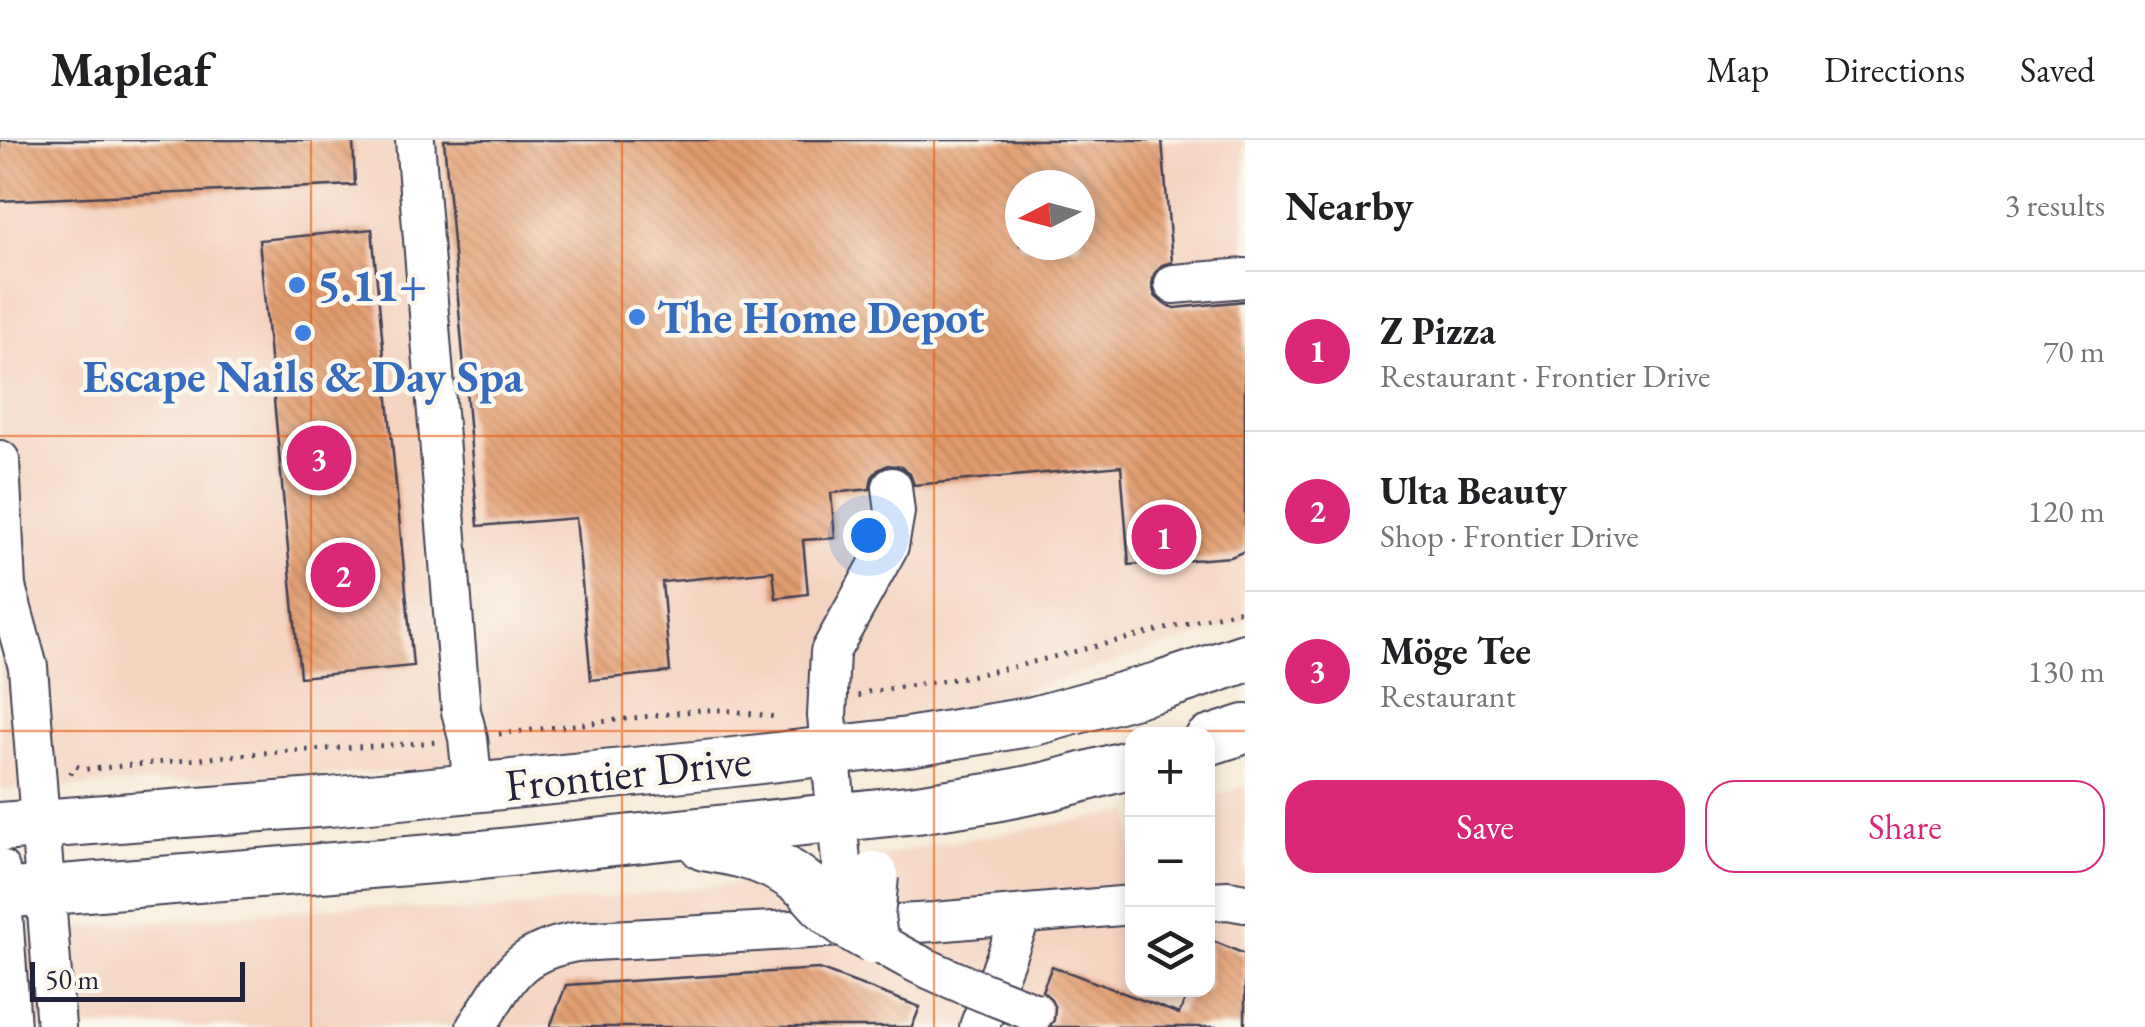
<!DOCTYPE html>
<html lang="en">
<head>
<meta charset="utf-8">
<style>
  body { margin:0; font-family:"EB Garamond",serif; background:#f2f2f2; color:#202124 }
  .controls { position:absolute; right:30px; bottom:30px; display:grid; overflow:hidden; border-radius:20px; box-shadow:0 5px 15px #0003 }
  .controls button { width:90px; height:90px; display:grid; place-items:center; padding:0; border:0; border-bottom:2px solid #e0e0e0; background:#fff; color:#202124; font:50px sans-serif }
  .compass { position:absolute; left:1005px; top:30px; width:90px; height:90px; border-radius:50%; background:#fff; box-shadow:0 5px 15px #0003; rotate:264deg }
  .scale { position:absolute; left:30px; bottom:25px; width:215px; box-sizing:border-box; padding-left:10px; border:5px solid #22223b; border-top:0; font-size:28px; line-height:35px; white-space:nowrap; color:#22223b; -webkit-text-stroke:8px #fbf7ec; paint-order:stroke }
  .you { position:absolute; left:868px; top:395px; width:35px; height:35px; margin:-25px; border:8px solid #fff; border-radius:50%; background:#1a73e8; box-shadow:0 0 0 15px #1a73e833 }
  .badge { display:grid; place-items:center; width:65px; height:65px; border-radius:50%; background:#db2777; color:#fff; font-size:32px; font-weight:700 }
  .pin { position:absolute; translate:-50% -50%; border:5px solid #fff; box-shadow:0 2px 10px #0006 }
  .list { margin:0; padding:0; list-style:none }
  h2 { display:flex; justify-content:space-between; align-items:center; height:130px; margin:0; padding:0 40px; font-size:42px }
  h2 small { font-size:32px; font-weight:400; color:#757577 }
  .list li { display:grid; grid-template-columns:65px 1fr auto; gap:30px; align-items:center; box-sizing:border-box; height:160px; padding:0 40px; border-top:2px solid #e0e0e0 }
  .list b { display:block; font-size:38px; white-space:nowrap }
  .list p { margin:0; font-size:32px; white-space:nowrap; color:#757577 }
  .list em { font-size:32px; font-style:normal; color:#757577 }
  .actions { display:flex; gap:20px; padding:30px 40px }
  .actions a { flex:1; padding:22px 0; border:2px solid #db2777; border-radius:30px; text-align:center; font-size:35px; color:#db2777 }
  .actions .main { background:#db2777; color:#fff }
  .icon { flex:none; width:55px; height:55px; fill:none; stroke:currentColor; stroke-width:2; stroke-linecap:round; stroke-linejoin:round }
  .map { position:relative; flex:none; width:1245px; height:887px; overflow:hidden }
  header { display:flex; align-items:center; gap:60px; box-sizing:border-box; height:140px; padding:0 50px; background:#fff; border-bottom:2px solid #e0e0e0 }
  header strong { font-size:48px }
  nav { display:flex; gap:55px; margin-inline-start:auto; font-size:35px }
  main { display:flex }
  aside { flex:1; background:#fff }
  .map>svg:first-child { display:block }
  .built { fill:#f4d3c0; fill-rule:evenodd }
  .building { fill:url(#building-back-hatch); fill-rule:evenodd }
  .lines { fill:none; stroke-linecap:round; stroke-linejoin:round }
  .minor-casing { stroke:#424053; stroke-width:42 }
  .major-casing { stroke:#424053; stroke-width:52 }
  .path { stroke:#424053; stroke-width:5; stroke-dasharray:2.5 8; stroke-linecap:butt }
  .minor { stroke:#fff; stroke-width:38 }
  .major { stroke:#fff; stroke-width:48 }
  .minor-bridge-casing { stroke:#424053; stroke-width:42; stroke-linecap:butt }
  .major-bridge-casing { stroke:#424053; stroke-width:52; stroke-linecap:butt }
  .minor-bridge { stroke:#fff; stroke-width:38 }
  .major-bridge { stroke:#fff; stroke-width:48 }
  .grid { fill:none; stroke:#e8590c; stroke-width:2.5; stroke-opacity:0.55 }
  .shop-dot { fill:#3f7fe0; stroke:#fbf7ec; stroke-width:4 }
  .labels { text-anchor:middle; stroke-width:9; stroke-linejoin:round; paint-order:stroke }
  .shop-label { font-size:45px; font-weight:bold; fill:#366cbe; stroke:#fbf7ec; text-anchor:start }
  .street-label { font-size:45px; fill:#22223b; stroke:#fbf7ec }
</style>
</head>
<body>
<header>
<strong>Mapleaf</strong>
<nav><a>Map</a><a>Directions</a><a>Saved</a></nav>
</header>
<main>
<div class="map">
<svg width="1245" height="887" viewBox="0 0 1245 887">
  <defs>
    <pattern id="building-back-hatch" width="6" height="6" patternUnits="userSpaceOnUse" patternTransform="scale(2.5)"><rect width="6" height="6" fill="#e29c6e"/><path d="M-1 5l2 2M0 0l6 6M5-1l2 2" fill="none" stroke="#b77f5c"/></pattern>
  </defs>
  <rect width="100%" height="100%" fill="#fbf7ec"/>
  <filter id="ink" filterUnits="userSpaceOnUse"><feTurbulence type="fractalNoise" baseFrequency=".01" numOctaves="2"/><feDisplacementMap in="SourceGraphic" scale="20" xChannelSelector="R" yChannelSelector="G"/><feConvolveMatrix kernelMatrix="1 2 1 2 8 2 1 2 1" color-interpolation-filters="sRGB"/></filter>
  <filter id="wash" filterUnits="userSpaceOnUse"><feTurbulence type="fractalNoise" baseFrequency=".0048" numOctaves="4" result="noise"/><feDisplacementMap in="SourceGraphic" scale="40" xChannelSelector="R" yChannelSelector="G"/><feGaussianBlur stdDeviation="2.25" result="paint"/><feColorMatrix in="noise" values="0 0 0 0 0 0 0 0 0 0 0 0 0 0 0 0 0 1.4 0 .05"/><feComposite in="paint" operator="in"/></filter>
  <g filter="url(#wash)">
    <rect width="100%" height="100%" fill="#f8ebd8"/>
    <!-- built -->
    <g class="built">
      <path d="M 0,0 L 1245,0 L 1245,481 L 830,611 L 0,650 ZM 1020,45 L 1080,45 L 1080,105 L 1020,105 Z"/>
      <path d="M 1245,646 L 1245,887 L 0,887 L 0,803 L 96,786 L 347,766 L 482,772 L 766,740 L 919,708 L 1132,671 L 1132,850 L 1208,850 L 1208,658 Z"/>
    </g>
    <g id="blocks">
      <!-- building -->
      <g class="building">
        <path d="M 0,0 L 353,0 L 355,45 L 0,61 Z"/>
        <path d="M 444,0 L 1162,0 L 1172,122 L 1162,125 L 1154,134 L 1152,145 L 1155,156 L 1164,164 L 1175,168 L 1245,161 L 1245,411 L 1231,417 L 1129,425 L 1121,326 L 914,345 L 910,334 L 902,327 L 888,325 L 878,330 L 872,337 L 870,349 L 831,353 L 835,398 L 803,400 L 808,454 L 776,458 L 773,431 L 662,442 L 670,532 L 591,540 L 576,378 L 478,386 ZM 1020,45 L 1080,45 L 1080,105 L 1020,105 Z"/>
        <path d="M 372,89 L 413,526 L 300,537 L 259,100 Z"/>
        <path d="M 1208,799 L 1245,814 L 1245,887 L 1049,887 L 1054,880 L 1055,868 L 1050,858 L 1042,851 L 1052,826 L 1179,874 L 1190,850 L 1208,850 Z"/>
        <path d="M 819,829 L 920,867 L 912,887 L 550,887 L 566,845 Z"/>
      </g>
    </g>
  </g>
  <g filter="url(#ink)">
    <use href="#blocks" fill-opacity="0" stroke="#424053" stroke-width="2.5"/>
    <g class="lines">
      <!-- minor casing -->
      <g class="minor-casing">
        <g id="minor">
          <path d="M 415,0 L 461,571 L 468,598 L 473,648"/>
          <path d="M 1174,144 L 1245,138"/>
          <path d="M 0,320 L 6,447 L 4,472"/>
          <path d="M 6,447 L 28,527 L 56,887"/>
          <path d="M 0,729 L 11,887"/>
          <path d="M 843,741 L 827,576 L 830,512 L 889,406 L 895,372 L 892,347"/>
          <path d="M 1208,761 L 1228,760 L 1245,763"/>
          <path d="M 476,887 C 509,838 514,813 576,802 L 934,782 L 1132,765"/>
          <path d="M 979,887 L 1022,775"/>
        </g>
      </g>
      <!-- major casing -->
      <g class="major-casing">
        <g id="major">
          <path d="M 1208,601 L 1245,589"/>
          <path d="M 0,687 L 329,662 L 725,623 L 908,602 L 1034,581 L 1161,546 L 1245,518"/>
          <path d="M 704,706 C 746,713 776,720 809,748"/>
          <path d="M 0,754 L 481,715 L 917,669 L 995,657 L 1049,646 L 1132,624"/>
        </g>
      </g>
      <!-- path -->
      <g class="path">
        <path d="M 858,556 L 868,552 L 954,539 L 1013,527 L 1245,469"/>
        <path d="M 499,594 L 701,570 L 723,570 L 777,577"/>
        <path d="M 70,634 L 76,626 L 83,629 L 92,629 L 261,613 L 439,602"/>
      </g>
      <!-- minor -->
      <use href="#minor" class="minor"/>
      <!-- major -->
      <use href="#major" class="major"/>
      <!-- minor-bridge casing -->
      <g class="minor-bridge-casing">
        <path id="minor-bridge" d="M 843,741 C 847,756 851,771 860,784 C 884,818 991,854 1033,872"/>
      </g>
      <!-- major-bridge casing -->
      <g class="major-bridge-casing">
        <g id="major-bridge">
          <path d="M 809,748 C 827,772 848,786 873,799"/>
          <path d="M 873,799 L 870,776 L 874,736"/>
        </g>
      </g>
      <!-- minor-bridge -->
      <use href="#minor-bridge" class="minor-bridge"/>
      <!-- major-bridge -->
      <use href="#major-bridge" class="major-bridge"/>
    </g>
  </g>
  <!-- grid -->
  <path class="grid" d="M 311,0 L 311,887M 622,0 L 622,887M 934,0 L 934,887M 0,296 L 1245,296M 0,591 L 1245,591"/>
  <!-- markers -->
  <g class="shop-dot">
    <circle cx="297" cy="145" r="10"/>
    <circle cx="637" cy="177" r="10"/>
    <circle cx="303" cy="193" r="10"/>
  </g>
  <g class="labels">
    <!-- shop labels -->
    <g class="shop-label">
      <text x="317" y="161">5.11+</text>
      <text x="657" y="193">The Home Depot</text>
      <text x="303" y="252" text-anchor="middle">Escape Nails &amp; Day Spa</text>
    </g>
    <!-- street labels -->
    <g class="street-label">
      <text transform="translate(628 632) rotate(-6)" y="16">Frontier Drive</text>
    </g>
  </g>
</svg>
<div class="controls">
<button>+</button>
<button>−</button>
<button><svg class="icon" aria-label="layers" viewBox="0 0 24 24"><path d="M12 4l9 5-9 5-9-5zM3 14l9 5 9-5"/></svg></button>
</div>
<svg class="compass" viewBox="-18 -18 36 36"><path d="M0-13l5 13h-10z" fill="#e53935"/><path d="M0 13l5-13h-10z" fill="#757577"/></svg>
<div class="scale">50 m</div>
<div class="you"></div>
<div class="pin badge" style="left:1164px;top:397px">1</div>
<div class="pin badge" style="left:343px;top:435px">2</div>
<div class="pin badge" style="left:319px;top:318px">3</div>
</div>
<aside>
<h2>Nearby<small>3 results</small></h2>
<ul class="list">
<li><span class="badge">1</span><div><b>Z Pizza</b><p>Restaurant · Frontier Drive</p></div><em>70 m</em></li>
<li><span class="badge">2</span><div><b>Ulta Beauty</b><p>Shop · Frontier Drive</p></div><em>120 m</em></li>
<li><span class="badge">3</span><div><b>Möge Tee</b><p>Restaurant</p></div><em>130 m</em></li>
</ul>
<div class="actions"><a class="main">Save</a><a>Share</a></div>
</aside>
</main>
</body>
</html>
##############################
» TRY IT: Take every line in the preceding listing that contains "SourceGraphic" and copy it.

» RESPONSE TO THE TASK:
  <filter id="ink" filterUnits="userSpaceOnUse"><feTurbulence type="fractalNoise" baseFrequency=".01" numOctaves="2"/><feDisplacementMap in="SourceGraphic" scale="20" xChannelSelector="R" yChannelSelector="G"/><feConvolveMatrix kernelMatrix="1 2 1 2 8 2 1 2 1" color-interpolation-filters="sRGB"/></filter>
  <filter id="wash" filterUnits="userSpaceOnUse"><feTurbulence type="fractalNoise" baseFrequency=".0048" numOctaves="4" result="noise"/><feDisplacementMap in="SourceGraphic" scale="40" xChannelSelector="R" yChannelSelector="G"/><feGaussianBlur stdDeviation="2.25" result="paint"/><feColorMatrix in="noise" values="0 0 0 0 0 0 0 0 0 0 0 0 0 0 0 0 0 1.4 0 .05"/><feComposite in="paint" operator="in"/></filter>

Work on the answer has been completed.